Hi, the first problem with your code is that the vector b
is zero (check print b.norm("l2")
once the vector is assembled). This is probably because the conditions for facets to be marked as one or two are never met. You can see that even after you have marked the boundary_parts
, all the facet values are still zero. I will let you figure this out and move to the more serious problem of your code. The system as you assemble it is singular. The matrix has 6 zero eigenvalues and any solution is only determined up to the 3 translations and 3 rotations that are the eigenvectors of the zero eigenvalues.
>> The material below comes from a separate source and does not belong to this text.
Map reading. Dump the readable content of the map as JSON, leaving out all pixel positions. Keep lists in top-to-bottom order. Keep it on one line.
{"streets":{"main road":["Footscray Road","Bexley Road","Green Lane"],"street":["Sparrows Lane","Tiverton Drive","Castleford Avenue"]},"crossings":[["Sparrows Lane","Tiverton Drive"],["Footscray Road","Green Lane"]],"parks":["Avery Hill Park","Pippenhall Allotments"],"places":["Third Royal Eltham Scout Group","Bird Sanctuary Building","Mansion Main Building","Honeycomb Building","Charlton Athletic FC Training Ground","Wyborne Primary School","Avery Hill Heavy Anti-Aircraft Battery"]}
To fix this lack of
uniqueness consider
from mshr import Sphere, generate_mesh
from dolfin import *
# Radius of outer and inner sphere
oradius, iradius = 5., 1.
tol = 1e-3
#Material parameters
nu = 0.3
mu = 1.0
Young = 2.*mu*(1.+nu)
lmbda = 2.*mu*nu/(1.-2.*nu)
# Geometry
outer_sphere = Sphere(Point(0., 0., 0.), oradius)
inner_sphere = Sphere(Point(0., 0., 0.), iradius)
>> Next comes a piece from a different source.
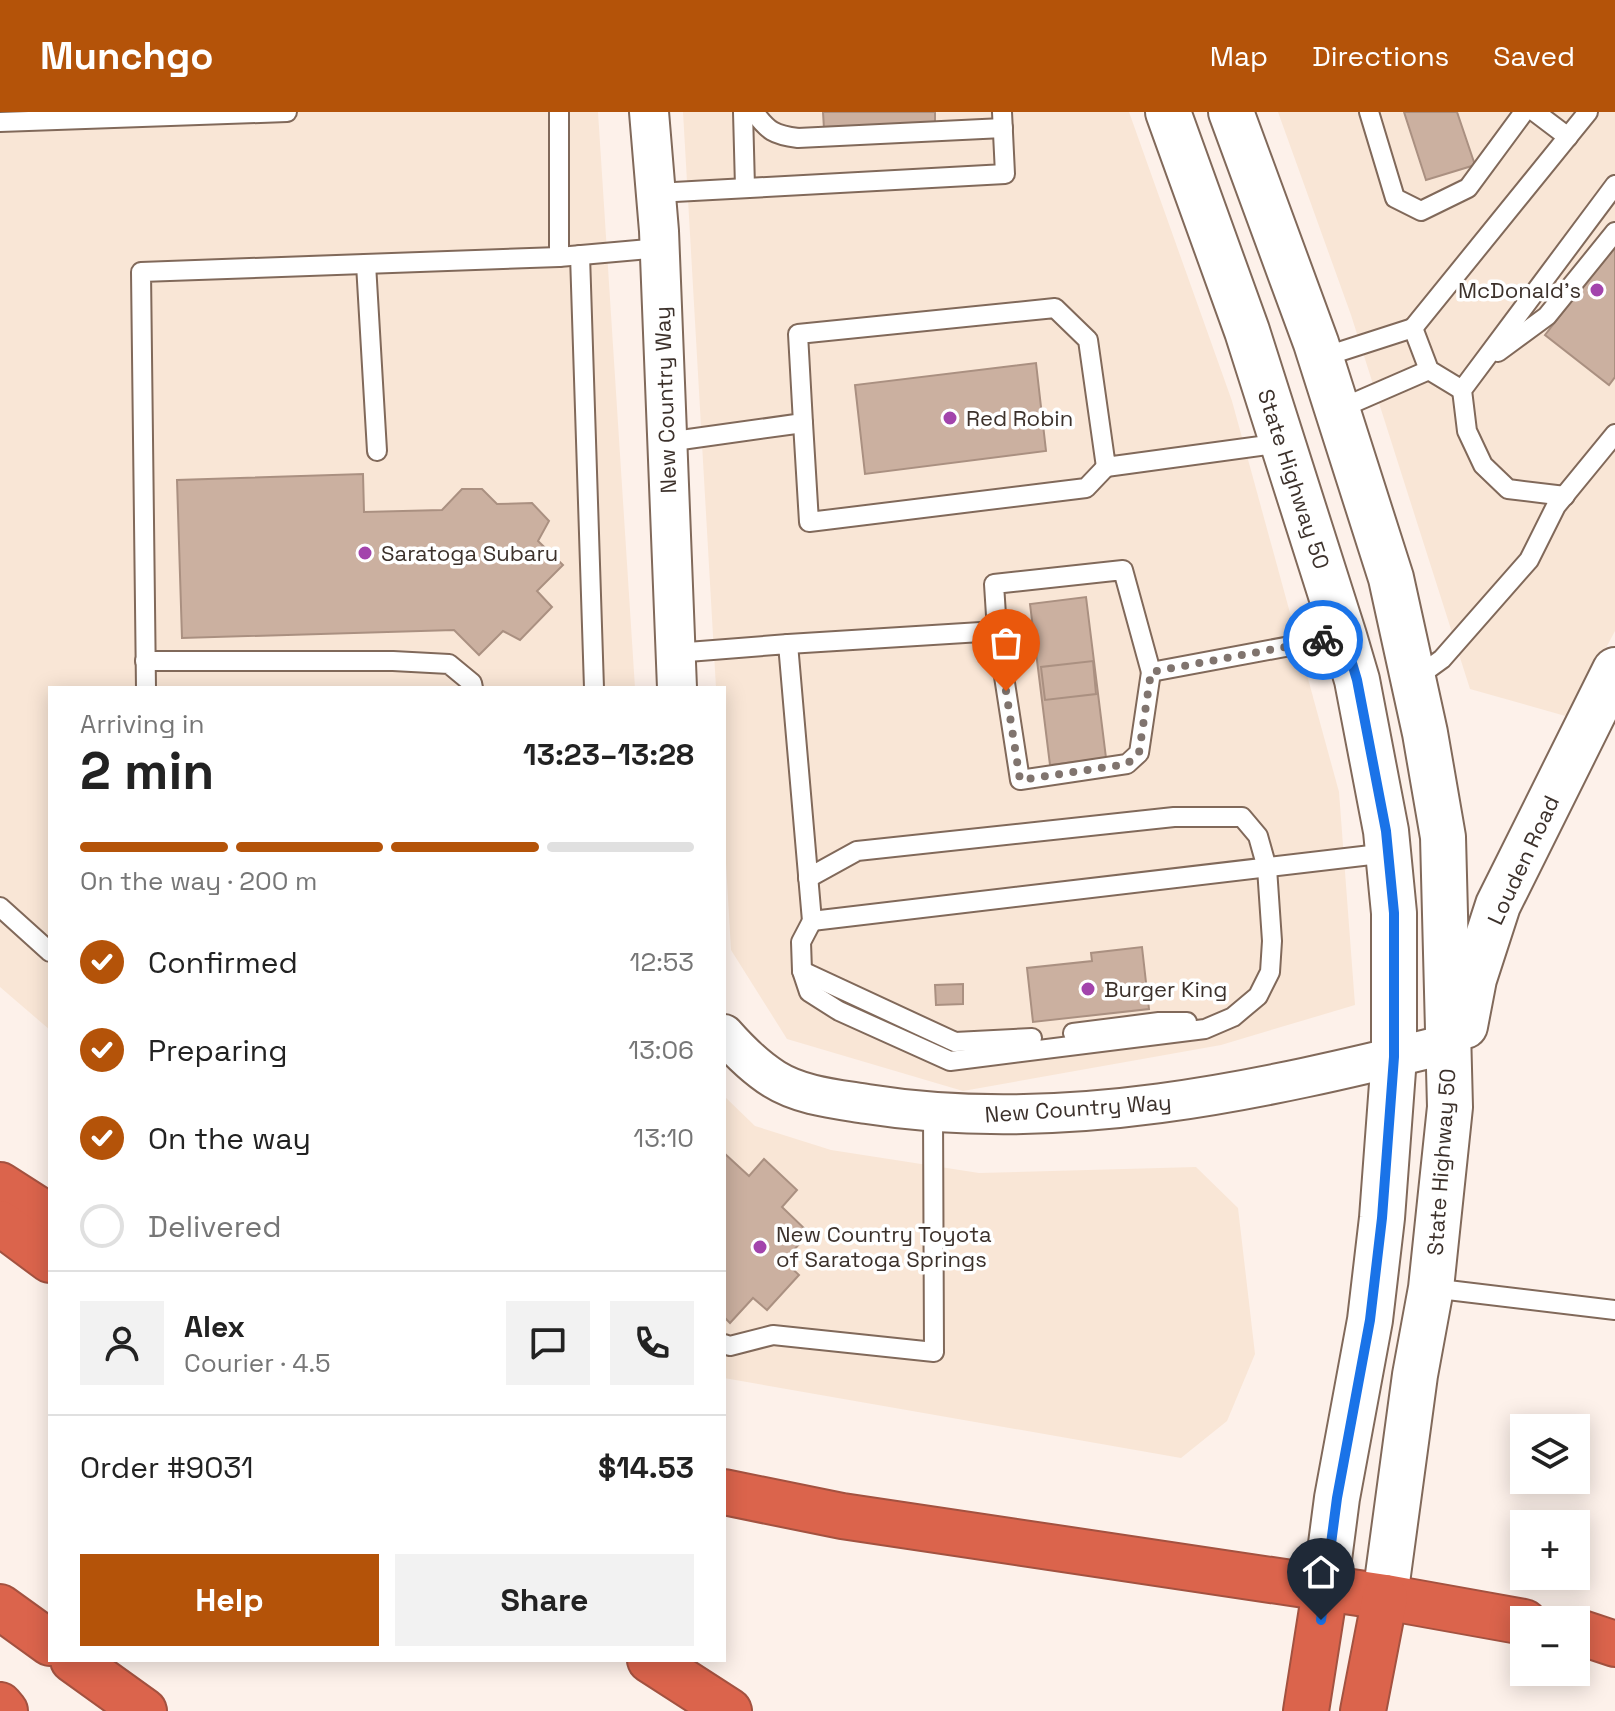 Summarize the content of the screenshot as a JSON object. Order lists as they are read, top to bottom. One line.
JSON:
{"streets":{"highway":["State Highway 50"],"main road":["Louden Road"],"street":["New Country Way"]},"crossings":[["New Country Way","State Highway 50"],["State Highway 50","Louden Road"]],"places":["McDonald's","Red Robin","Saratoga Subaru","Burger King","New Country Toyota of Saratoga Springs"],"page":{"header":"Munchgo","nav":["Map","Directions","Saved"],"heading":["2 min","Arriving in","13:23–13:28"],"panel":["Alex","Courier · 4.5","Order #9031","$14.53"],"bar":"On the way · 200 m","list":[["Confirmed","12:53"],["Preparing","13:06"],["On the way","13:10"],"Delivered"],"map_buttons":["+","−"],"buttons":["Help","Share"]}}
g3d = outer_sphere - inner_sphere
mesh = generate_mesh(g3d, 8)
#Function Space
VV = VectorFunctionSpace(mesh, "Lagrange", 1, 3) # displacement space
Q = VectorFunctionSpace(mesh, 'R', 0, 6)
W = MixedFunctionSpace([VV, Q])
u, p = TrialFunctions(W)
v, q = TestFunctions(W)
eps_u = sym(grad(u))
eps_v = sym(grad(v))
sig_u = lmbda*tr(eps_u)*Identity(3) + 2.*mu*eps_u
t = Constant((1, 1, 1))
# Nullspace of rigid motions
# Translation
Z_transl = [Constant((1, 0, 0)), Constant((0, 1, 0)), Constant((0, 0, 1))]
# Rotations
Z_rot = [Expression(('0', 'x[2]', '-x[1]')),
Expression(('-x[2]', '0', 'x[0]')),
Expression(('x[1]', '-x[0]', '0'))]
# All
Z = Z_transl + Z_rot
a = inner(sig_u, eps_v)*dx\
-sum(p[i]*inner(v, Z[i])*dx for i in range(len(Z)))\
-sum(q[i]*inner(u, Z[i])*dx for i in range(len(Z)))
L = inner(t, v)*ds
w_h = Function(W)
A, b = assemble_system(a, L)
print b.norm('l2')
solve(A, w_h.vector(), b, 'lu')
uh, ph = w_h.split(deepcopy=True)
plot(uh, mode = "displacement", interactive=True, wire_frame=True, axes=True,rescale=False,scalarbar=True)
Here 6 Lagrange multipliers are introduced to enforce orthogonality of the unique solution with respect to the given nullspace (Z
) formed by the rigid motions. If you do not like the multiplier approach you can pass the nullspace as 6 $l^2$-orthogonal vectors to the Krylov method, see here for how this is done for singular Poisson problem. Let me know if you have troubles making it work. Also, please tag the question with singular elasticity tag.